Danielle M. Conway, dean of the law school, said the event drew a record number of people outside the legal community. Law school students, faculty, alumni and Coffin’s former clerks also filled the auditorium.
The lecture series honors the late Frank M. Coffin, longtime federal judge on the U.S. 1st Circuit Court of Appeals, and focuses on public service law. Coffin, who died in 2009 at the age of 90, served on the court for more than 40 years.
Bonauto has been at the center of the movement toward same-sex marriage in the U.S. for more than two decades. Earlier this year, she successfully argued before the U.S. Supreme Court in the historic case Obergefell v. Hodges, establishing the freedom to marry for same-sex couples. Her lecture was a history lesson in the long legal journey to that moment.
In 1999, the Vermont Supreme Court ruled that same-sex couples were seeking marriage because of their “common humanity” with all other Vermonters, Bonauto said. The court, however, left the remedy up to the legislature. Lawmakers created same-sex unions but stopped short of marriage.
“Vermont’s triumph also was a bridge forward to the future,” she said. “It was clear that civil unions were not enough. In the next lawsuit [filed in Massachusetts] we made it clear that we were seeking marriage.”
The Massachusetts Supreme Court ruled for same-sex marriage in 2003. After legislatures in Maine, Vermont and other states approved gay marriage in 2009, the legal battle turned to the federal courts, Bonauto said.
At the same time, advocates worked to get a question on the ballot that led to Maine being the first state in the union where voters approved gay marriage in November 2012.
Bonauto said that she was surprised to learn less than a month before oral arguments before the U.S. Supreme Court in April that she was to deliver arguments and be peppered with questions from justices.
“When I objected, my friends said, ‘But, Mary, you’ve been preparing for it for 20 years,’” Bonauto said. “And, that was true.”
She said that the fight for equality is not over for the gay, lesbian, bisexual and transgender community.
“We must continue standing up for justice,” Bonauto said as she urged those in attendance, especially those still in law school, to engage in public service law.

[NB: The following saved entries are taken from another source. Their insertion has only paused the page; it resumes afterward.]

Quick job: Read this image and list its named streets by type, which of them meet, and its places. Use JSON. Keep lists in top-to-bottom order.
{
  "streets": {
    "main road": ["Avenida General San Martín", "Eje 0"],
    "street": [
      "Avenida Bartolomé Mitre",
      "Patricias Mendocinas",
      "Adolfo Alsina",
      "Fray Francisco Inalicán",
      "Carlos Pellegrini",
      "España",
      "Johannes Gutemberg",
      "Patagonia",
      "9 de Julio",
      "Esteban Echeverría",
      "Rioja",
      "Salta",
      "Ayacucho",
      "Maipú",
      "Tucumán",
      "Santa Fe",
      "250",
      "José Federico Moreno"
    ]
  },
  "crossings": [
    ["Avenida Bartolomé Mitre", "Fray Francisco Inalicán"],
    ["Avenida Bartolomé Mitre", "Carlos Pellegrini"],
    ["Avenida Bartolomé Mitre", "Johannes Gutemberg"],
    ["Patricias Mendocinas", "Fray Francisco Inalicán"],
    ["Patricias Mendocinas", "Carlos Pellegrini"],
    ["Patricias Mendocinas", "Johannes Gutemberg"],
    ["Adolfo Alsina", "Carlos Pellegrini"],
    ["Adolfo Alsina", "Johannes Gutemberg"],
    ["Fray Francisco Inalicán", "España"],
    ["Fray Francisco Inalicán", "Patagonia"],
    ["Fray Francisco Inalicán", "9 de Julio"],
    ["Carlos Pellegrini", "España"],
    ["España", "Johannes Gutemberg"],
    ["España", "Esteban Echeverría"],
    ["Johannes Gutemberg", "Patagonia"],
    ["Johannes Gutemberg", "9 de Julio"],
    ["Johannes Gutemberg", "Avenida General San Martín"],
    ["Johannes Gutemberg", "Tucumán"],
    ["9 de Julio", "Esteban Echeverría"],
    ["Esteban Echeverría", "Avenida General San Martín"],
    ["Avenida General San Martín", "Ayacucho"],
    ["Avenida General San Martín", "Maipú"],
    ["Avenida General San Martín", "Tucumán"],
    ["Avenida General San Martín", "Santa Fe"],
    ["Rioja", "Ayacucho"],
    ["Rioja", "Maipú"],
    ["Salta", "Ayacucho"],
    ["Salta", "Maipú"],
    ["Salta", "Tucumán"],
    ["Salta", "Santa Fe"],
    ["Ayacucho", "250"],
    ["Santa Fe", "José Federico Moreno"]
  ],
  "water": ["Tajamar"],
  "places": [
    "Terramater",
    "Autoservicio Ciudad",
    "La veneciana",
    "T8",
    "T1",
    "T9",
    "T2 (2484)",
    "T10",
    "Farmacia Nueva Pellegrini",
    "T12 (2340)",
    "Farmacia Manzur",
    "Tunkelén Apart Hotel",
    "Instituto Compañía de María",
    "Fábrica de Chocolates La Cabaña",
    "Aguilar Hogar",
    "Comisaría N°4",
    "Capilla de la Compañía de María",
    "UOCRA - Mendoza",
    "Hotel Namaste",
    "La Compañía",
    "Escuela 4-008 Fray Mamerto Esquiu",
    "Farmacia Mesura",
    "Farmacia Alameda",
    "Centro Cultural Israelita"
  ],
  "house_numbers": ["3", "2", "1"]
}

Bonauto has worked for 25 years at the Boston-based Gay & Lesbian Advocates & Defenders. She was awarded a $625,000 MacArthur Foundation fellowship in 2014. it is a no-strings-attached award paid out in equal quarterly installments over five years. Bonauto said last week that she put some of the money she has received in college funds for her children and has given some away.
A crew making a documentary about the fight for gay marriage filmed Bonauto’s lecture.